The regret that comes later when the relationship breaks down is soul-crushing. You would think how smart, sexy, beautiful your woman was but you didn’t pay enough attention to her. You loved her, you lived with her and you wanted to be with her but things didn’t work out.
Like most young couples, you didn’t know how to love your partner. You couldn’t handle the challenges that come with a relationship. Due to your ignorance, you couldn’t find a way to love her. The reckless and immature ways of your everyday life together made you think if there were some other woman who could love you better or you her.
Because of all this, you chose her a little less every day.
As time passed, it became a habit of yours. You started choosing her less over other things or people. You both stayed together but deep down you know the deteriorating condition of your relationship which was turning sour by the minute.

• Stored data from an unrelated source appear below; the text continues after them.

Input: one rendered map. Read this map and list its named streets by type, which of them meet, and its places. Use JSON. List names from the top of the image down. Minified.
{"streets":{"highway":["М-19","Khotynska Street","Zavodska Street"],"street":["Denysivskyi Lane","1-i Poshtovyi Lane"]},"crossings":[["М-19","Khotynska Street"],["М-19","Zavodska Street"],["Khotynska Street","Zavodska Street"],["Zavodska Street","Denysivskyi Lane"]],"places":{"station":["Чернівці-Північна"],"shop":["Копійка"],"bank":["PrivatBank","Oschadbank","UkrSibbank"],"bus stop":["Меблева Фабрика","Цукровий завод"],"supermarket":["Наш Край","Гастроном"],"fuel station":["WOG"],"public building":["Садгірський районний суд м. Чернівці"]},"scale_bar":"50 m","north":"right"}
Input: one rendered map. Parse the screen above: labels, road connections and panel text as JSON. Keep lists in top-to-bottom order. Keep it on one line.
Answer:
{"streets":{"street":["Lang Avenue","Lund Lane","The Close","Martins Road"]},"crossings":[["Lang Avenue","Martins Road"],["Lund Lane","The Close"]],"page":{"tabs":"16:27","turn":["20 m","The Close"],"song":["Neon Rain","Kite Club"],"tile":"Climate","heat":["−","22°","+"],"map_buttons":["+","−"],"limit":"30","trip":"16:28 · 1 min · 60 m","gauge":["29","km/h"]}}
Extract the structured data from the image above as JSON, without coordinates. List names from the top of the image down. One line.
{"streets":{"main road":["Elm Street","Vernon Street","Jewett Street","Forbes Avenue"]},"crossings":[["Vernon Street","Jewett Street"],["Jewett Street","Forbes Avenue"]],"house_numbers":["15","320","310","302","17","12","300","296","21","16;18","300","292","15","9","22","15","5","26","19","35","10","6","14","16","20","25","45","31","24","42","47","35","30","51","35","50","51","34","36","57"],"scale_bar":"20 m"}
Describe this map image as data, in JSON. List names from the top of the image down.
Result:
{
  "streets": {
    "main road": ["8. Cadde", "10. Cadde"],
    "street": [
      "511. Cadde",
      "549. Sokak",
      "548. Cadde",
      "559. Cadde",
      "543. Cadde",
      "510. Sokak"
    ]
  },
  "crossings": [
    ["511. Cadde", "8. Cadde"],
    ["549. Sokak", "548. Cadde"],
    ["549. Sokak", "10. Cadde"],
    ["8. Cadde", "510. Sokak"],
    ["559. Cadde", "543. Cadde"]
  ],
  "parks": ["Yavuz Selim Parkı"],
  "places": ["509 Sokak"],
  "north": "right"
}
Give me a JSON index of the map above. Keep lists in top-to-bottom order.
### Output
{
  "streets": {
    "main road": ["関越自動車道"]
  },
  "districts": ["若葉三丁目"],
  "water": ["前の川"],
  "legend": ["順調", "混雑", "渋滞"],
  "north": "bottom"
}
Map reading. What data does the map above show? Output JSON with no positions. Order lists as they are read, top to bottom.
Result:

If only you chose her, you would have realized the love and happiness she brought daily in your life. Her smile, her laughter, her voice, her companionship…everything was for you. It is sad that you could not see all this and felt irritated with the relationship.
You were too busy focusing on anger, insecurities, demands, and other aspects of her strong personality that you had to live with. The more you paid attention to it, the more you realized that it is not she but the ugly side of yours that is being reflected. All this broke your relationship.
She fought for the relationship; she fought hard for you to choose her but to no avail. She lost, you both did. You cannot choose someone without actually wanting to do so even if you love them to bits. And certainly you can’t make someone choose you.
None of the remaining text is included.